Acesso a medicamentos e resistência antimicrobiana (AMR)

Os altos preços dos medicamentos afetam todos os países. Hoje, no G7, os países estão lutando para pagar por novos medicamentos para o tratamento da hepatite C. Ao mesmo tempo, o atual sistema de pesquisa e desenvolvimento falha em atender às necessidades críticas de saúde pública, entre elas o desenvolvimento de novos medicamentos e diagnósticos para infecções resistentes que sejam acessíveis para as pessoas que precisam desses tratamentos. Infecções resistentes a medicamentos são um grave e crescente problema de saúde. A tuberculose resistente a medicamentos foi responsável por um terço das mortes em decorrência desse tipo de infecção em 2015.

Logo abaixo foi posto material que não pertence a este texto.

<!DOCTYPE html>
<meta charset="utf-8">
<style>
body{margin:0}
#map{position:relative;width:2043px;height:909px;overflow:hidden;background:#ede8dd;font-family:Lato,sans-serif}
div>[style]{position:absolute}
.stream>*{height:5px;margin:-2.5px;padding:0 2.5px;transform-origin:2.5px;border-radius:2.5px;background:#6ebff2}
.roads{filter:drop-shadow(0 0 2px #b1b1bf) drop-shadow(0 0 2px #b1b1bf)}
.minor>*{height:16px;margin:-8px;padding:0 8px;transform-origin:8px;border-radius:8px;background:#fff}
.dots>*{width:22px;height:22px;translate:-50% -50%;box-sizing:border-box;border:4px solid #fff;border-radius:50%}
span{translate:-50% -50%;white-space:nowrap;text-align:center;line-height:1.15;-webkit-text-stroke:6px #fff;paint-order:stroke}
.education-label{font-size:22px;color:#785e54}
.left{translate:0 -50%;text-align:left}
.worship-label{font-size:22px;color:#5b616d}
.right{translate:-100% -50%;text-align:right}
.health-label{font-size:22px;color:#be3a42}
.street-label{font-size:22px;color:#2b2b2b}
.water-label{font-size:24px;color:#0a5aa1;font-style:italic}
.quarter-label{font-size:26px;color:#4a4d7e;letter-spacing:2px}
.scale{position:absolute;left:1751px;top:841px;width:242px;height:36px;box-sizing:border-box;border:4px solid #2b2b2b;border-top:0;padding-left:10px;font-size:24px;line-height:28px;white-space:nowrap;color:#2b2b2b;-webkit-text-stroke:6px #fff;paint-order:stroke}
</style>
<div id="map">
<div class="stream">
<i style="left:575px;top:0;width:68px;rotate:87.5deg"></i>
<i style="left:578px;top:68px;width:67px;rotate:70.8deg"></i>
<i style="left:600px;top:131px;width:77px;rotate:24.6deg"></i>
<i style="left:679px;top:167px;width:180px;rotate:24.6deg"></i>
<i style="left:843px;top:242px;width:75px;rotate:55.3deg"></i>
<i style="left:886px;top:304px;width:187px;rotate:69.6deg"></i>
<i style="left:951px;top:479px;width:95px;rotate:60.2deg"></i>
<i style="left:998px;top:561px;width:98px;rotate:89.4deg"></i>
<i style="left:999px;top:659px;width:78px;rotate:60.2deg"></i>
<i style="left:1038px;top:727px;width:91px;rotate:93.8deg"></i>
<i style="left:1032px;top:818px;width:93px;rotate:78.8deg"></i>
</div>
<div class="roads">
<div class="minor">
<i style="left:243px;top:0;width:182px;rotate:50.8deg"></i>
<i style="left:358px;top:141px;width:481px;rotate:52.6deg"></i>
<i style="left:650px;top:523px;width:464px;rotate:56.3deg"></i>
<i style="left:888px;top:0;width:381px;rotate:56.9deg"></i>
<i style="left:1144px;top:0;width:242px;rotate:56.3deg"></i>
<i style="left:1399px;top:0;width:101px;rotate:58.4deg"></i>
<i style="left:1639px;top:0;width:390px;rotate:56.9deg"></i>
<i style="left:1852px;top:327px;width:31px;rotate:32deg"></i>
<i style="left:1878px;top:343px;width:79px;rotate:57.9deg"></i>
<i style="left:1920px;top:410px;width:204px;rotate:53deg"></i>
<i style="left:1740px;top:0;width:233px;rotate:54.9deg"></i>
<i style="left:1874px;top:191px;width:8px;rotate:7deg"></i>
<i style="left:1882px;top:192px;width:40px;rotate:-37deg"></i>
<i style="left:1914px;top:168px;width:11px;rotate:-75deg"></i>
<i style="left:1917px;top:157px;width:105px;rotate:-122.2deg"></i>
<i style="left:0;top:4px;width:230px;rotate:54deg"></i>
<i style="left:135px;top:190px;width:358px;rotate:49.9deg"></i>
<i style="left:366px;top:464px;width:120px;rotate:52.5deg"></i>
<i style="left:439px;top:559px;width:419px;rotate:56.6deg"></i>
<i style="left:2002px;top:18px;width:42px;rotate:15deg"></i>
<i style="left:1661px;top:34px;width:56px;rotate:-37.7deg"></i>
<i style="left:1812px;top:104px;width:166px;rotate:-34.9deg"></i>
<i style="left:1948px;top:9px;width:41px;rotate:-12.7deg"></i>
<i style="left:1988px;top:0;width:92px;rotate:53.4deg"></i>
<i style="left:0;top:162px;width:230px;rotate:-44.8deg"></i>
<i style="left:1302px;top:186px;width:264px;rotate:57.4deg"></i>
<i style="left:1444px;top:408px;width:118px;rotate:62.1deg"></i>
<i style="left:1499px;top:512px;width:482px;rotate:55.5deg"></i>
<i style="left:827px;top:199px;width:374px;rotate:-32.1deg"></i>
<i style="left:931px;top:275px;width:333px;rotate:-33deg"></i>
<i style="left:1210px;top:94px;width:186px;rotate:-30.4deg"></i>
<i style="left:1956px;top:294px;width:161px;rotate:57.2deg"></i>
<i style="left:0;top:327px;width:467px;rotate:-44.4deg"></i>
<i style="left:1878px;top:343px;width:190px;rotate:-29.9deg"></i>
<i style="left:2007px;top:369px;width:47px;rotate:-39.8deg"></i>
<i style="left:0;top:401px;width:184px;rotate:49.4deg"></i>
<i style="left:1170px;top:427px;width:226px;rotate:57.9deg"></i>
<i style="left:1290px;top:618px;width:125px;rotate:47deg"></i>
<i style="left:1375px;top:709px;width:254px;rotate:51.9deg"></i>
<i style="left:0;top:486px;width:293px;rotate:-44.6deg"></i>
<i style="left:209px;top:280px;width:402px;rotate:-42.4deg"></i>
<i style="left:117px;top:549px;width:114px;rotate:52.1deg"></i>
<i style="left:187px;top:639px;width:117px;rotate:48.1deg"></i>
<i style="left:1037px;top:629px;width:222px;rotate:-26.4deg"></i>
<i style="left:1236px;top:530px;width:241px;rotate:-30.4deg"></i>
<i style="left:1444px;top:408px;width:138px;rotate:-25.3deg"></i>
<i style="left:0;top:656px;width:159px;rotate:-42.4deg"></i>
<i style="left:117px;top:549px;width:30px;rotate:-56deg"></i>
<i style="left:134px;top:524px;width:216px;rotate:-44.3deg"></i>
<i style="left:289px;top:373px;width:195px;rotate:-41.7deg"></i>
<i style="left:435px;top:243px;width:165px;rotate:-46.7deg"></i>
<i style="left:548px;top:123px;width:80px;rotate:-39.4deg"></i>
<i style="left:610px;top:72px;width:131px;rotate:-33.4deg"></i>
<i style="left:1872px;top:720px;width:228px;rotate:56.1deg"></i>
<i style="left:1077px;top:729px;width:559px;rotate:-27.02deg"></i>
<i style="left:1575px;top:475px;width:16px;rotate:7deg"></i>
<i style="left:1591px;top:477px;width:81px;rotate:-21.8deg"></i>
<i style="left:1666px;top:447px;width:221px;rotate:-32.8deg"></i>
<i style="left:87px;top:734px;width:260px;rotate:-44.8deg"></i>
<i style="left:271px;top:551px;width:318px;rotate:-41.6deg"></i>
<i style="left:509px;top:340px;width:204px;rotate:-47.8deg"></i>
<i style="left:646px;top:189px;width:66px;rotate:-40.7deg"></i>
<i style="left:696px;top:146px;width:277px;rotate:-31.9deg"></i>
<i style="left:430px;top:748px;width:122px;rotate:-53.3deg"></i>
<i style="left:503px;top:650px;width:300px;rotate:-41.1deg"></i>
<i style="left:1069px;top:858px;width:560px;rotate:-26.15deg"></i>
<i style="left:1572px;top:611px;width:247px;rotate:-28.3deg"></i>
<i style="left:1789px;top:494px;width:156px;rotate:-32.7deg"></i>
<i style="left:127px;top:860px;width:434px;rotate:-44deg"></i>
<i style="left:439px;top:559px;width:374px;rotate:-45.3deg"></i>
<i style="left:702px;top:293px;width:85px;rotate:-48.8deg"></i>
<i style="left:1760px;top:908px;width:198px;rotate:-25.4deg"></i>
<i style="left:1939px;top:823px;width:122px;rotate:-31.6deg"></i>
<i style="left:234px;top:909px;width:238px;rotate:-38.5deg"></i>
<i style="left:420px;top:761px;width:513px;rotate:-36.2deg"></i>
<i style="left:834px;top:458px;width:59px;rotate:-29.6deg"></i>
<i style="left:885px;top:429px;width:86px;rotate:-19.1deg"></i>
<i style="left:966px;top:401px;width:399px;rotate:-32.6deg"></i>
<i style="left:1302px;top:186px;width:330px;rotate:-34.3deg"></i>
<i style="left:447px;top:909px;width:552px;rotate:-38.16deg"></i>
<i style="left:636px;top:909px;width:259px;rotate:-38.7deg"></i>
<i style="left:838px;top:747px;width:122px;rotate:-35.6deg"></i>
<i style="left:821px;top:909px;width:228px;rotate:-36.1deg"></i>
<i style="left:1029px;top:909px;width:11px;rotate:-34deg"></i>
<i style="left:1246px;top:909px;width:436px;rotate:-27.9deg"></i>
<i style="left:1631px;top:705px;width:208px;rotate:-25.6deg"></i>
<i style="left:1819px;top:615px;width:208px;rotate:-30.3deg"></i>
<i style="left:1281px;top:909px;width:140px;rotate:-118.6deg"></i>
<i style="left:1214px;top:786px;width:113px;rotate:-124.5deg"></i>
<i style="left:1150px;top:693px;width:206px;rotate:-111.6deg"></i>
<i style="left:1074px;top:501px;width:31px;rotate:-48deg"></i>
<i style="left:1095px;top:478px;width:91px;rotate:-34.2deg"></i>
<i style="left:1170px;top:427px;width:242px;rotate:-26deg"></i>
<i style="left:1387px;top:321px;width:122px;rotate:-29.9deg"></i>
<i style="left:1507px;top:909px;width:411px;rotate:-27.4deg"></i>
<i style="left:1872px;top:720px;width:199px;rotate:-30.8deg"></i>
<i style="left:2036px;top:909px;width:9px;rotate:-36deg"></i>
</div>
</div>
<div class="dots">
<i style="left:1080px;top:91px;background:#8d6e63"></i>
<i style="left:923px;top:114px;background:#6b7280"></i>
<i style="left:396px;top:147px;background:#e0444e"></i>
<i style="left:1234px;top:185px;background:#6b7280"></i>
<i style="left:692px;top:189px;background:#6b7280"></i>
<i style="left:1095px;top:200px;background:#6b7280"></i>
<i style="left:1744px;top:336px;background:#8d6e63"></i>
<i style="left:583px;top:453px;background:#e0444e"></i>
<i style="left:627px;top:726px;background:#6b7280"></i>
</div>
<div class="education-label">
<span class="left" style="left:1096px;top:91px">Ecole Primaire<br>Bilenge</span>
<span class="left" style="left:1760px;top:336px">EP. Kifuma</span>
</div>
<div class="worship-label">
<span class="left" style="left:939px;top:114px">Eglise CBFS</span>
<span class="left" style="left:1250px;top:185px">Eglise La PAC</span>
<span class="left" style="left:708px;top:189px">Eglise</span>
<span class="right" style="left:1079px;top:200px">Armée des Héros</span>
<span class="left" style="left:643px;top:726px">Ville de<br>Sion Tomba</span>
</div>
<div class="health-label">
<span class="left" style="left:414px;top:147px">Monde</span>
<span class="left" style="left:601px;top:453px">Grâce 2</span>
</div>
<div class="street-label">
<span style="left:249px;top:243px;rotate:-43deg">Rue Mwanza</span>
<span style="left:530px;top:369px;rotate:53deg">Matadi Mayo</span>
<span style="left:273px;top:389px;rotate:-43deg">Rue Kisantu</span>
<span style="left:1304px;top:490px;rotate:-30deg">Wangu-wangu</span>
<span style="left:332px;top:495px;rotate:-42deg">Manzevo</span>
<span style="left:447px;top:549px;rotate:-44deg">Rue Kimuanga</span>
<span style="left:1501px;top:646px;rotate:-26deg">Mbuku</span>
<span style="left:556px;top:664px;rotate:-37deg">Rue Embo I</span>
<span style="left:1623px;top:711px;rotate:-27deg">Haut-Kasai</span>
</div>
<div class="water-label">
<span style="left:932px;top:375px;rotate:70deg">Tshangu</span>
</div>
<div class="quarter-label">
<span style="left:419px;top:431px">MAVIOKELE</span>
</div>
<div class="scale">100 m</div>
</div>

Os governos do G7 também devem estabelecer novas abordagens para pesquisa e desenvolvimento médico que acabem com a dependência de altos preços para pagar a inovação, assegurar retorno público sobre o investimento, tornar os produtos acessíveis, compartilhar dados e conhecimento e priorizar as necessidades de saúde das pessoas. O grupo deve tomar atitudes urgentes em seus países, além de lidar com a epidemia de preços altos, que vem impactando negativamente a vida de milhões de pessoas no mundo.

“Todos os dias, médicos de MSF se deparam com a falta de tratamentos eficazes para curar doenças como a tuberculose resistente a medicamentos”, diz o Dr. Els Torreele, diretor executivo da Campanha de Acesso a Medicamentos Essenciais de MSF. “A necessidade de inovação médica é urgente, mas os produtos devem ser acessíveis e fáceis de usar nos sistemas de saúde em que as pessoas são tratadas. O atual sistema de pesquisa farmacêutica – baseado em monopólios de patentes de altos preços – está nos desapontando por não atender propriamente às infecções resistentes a medicamentos e a epidemias globais como hepatite C, ou a surtos de epidemias como Ebola, além de uma variedade de doenças não-transmissíveis”.